**Your goal**
Give back each line of the data exactly.

**Recorded data**
____________
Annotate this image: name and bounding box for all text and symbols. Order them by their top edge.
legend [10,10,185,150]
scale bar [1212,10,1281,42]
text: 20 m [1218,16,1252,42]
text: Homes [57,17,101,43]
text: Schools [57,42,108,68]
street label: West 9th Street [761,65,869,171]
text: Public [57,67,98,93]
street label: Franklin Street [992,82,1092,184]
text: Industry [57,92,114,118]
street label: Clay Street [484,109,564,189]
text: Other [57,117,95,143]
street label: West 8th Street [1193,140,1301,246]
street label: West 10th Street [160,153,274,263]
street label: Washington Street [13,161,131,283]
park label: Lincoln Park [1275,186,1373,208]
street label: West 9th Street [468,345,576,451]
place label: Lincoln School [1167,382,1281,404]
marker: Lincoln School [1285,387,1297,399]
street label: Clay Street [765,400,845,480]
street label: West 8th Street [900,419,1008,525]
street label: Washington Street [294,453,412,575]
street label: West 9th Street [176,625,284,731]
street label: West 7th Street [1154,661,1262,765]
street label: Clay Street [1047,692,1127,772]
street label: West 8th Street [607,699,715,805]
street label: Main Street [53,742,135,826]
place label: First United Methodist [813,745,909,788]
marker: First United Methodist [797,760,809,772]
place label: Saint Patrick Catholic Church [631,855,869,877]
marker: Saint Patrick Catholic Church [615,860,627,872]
____________
**Solution to the problem**
Annotate this image: name and bounding box for all text and symbols. Order them by their top edge.
legend [10,10,185,150]
scale bar [1212,10,1281,42]
text: 20 m [1218,16,1252,42]
text: Homes [57,17,101,43]
text: Schools [57,42,108,68]
street label: West 9th Street [761,65,869,171]
text: Public [57,67,98,93]
street label: Franklin Street [992,82,1092,184]
text: Industry [57,92,114,118]
street label: Clay Street [484,109,564,189]
text: Other [57,117,95,143]
street label: West 8th Street [1193,140,1301,246]
street label: West 10th Street [160,153,274,263]
street label: Washington Street [13,161,131,283]
park label: Lincoln Park [1275,186,1373,208]
street label: West 9th Street [468,345,576,451]
place label: Lincoln School [1167,382,1281,404]
marker: Lincoln School [1285,387,1297,399]
street label: Clay Street [765,400,845,480]
street label: West 8th Street [900,419,1008,525]
street label: Washington Street [294,453,412,575]
street label: West 9th Street [176,625,284,731]
street label: West 7th Street [1154,661,1262,765]
street label: Clay Street [1047,692,1127,772]
street label: West 8th Street [607,699,715,805]
street label: Main Street [53,742,135,826]
place label: First United Methodist [813,745,909,788]
marker: First United Methodist [797,760,809,772]
place label: Saint Patrick Catholic Church [631,855,869,877]
marker: Saint Patrick Catholic Church [615,860,627,872]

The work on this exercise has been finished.